My mother, in some ways, was stuck at the literalist level. Many a youth who reject the literalist strain of Christian teaching will triumphantly declare themselves to be athiests as soon as they begin to understand the deeper more nuanced complexities of belief and creed. But, years later, if they are still arrogantly athiest, I submit they too are stuck on a lower level of belief, just as Scott Peck has decribed. I spent many years as an avowed athiest myself. But now I've mellowed and I know that just because the biblical version of things seems proposterous to me, as a mere human, I cannot know for sure that there is no Creator. In fact, there are some questions for which a creative force or being, or whatever you choose to call it, seems the only logical answer.
Some very learned and erudite individuals can be included in this class of folks who have not transcended into the higher levels of spiritual understanding. Richard Dawkins comes to mind as one of these and at least one man whom I consider a personal hero, namely Christopher Hitchens. I'm a grown up. I can admire the man and not denounce him because of one, albeit significant, difference in our world views. Both of us are products of Western Civilization, which in turn has been greatly influenced and shaped by Christian values, even if it is true that it was the struggle against the church and its various permutations that was the driving force behind much of Europe's history.
For more than a millenium, Europe, for all its internal bickering and petty warring, conceived of itself as Christendom and on several occasions has been united when at war with Islam, not the least of which was the war, otherwise known as the Crusades, to reclaim the birthplace of Christ from its Muslim usurpers.
All of this is to say that I find it strangely exotic that in the past decade or so, I have found myself drawn more and more to the support of Christians, even evangelicals for whom I would formerly, in my athiest days, have held nothing but arrogant contempt.
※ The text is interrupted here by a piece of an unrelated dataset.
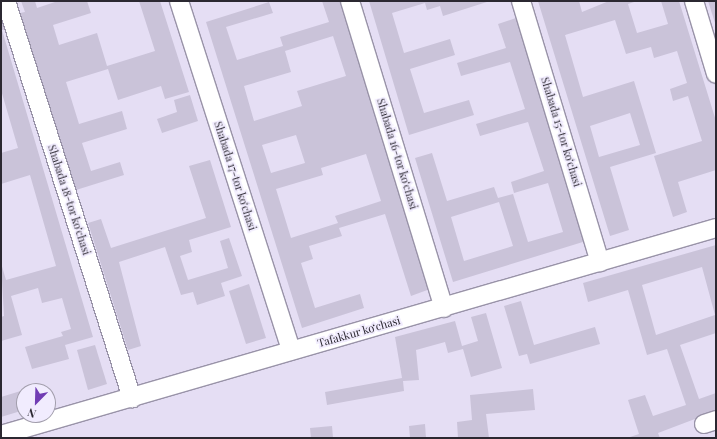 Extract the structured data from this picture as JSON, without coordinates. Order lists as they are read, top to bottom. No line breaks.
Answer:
{"streets":{"street":["Shabada 15-tor koʻchasi","Shabada 16-tor koʻchasi","Shabada 17-tor koʻchasi","Shabada 18-tor koʻchasi","Tafakkur koʻchasi"]},"crossings":[["Shabada 15-tor koʻchasi","Tafakkur koʻchasi"],["Shabada 16-tor koʻchasi","Tafakkur koʻchasi"],["Shabada 17-tor koʻchasi","Tafakkur koʻchasi"],["Shabada 18-tor koʻchasi","Tafakkur koʻchasi"]],"north":"bottom left"} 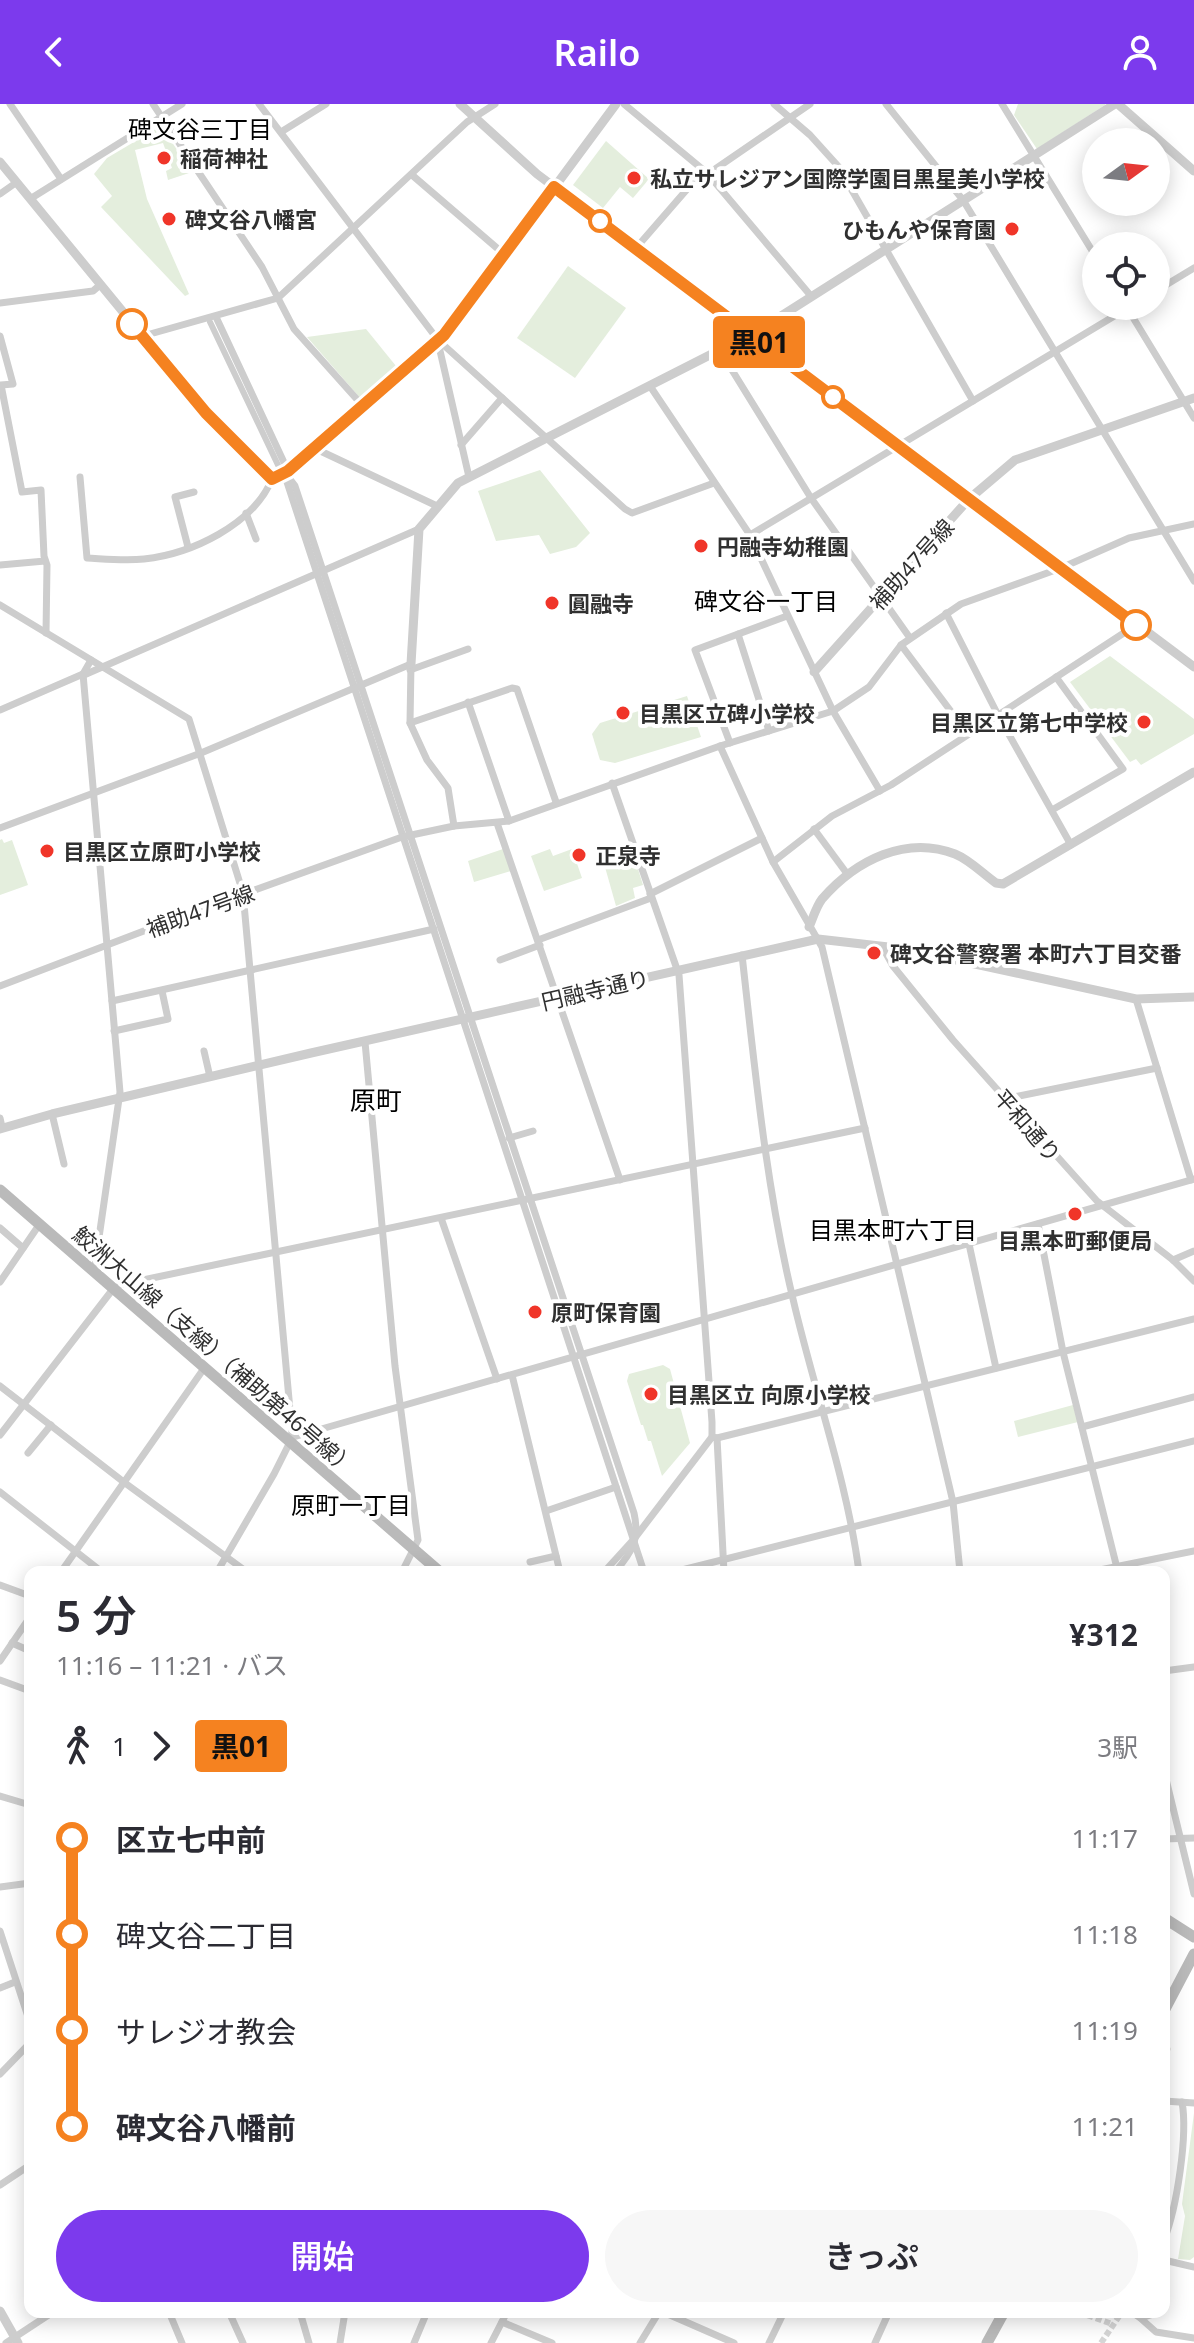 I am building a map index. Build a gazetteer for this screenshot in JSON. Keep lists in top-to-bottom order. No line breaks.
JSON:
{"streets":{"main road":["鮫洲大山線（支線）（補助第46号線）"],"street":["補助47号線","円融寺通り","平和通り"]},"crossings":[["円融寺通り","平和通り"]],"districts":["碑文谷三丁目","碑文谷一丁目","原町","目黒本町六丁目","原町一丁目"],"places":["稲荷神社","私立サレジアン国際学園目黒星美小学校","碑文谷八幡宮","ひもんや保育園","円融寺幼稚園","圓融寺","目黒区立碑小学校","目黒区立第七中学校","目黒区立原町小学校","正泉寺","碑文谷警察署 本町六丁目交番","目黒本町郵便局","原町保育園","目黒区立 向原小学校"],"lines":["bus line 黒01"],"north":"right","page":{"header":"Railo","on_map":"黒01","heading":["5 分","11:16 – 11:21 · バス","¥312"],"legs":["1","黒01","3駅"],"list":[{"name":"区立七中前","value":"11:17"},{"name":"碑文谷二丁目","value":"11:18"},{"name":"サレジオ教会","value":"11:19"},{"name":"碑文谷八幡前","value":"11:21"}],"buttons":["開始","きっぷ"]}}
I believe many of them are on the right side when it comes to understanding the nature and threat of Islamofascism. The fact that many on the left have chosen to vilify Christians and pump themselves up with all sorts of bogus beliefs about Christians, tacitly, though they will not admit it, taking sides with Islamofascism, has also driven me into the "Christian camp", if you can call it that.
These folks, the Christians, seem to have a much better understanding of the peril we are in than any leftie does, and it's very likely because they have been at the brunt of the liberal-left assault on Western values. "Christians are evil fascists." "Christians are bigots." "Christians are dangerous." What rot!!! Especially when compared to the seemy underside of Islamism. Even the most annoying Evangelical, and there are plenty, is not a crazed murderer, drawing upon his Christian teachings to justify blowing up market places and airplanes.
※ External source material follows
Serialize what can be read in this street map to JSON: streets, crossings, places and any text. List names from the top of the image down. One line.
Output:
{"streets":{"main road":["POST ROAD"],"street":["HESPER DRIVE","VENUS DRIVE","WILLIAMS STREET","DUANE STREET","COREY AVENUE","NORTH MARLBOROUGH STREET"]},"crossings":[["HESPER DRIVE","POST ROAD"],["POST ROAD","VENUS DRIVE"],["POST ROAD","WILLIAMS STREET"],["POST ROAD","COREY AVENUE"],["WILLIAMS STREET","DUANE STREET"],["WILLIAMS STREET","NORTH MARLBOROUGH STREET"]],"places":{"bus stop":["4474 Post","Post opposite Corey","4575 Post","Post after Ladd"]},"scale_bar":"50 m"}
Perhaps this is why I admire
Michael Coren so much. Michael Coren has the balls to speak out and the left simply hurls their usual, now bland and meaningless epithets against him.
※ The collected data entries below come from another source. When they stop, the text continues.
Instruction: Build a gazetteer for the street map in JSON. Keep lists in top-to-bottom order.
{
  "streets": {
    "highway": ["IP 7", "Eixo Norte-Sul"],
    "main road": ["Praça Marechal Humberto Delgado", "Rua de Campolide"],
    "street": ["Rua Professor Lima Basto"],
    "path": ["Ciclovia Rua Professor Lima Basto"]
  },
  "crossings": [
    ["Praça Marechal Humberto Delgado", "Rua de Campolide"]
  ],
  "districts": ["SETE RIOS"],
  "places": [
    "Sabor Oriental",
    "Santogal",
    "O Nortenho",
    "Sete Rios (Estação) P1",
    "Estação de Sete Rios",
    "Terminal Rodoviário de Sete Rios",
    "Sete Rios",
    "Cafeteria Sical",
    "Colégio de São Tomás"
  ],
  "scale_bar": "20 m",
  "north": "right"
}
Strange bedfellows, those, Michael Coren and Christopher Hitchens, a devout Christian and an avowed athiest. But I suspect they would, like the legions of Christendom of old, be of one mind when it comes to defending our civilization. T'is a shame that the left is no longer made of the right stuff, since so many of our most cherished values have come from
their fight against oppressions of European origin. Pity they choose to focus on petty superficialities and cannot stand up for that which they once championed, simply because Christians now champion it, too.
Reminds me of Bob Dylan's old song from my youth:
"The Times, They are a Changing"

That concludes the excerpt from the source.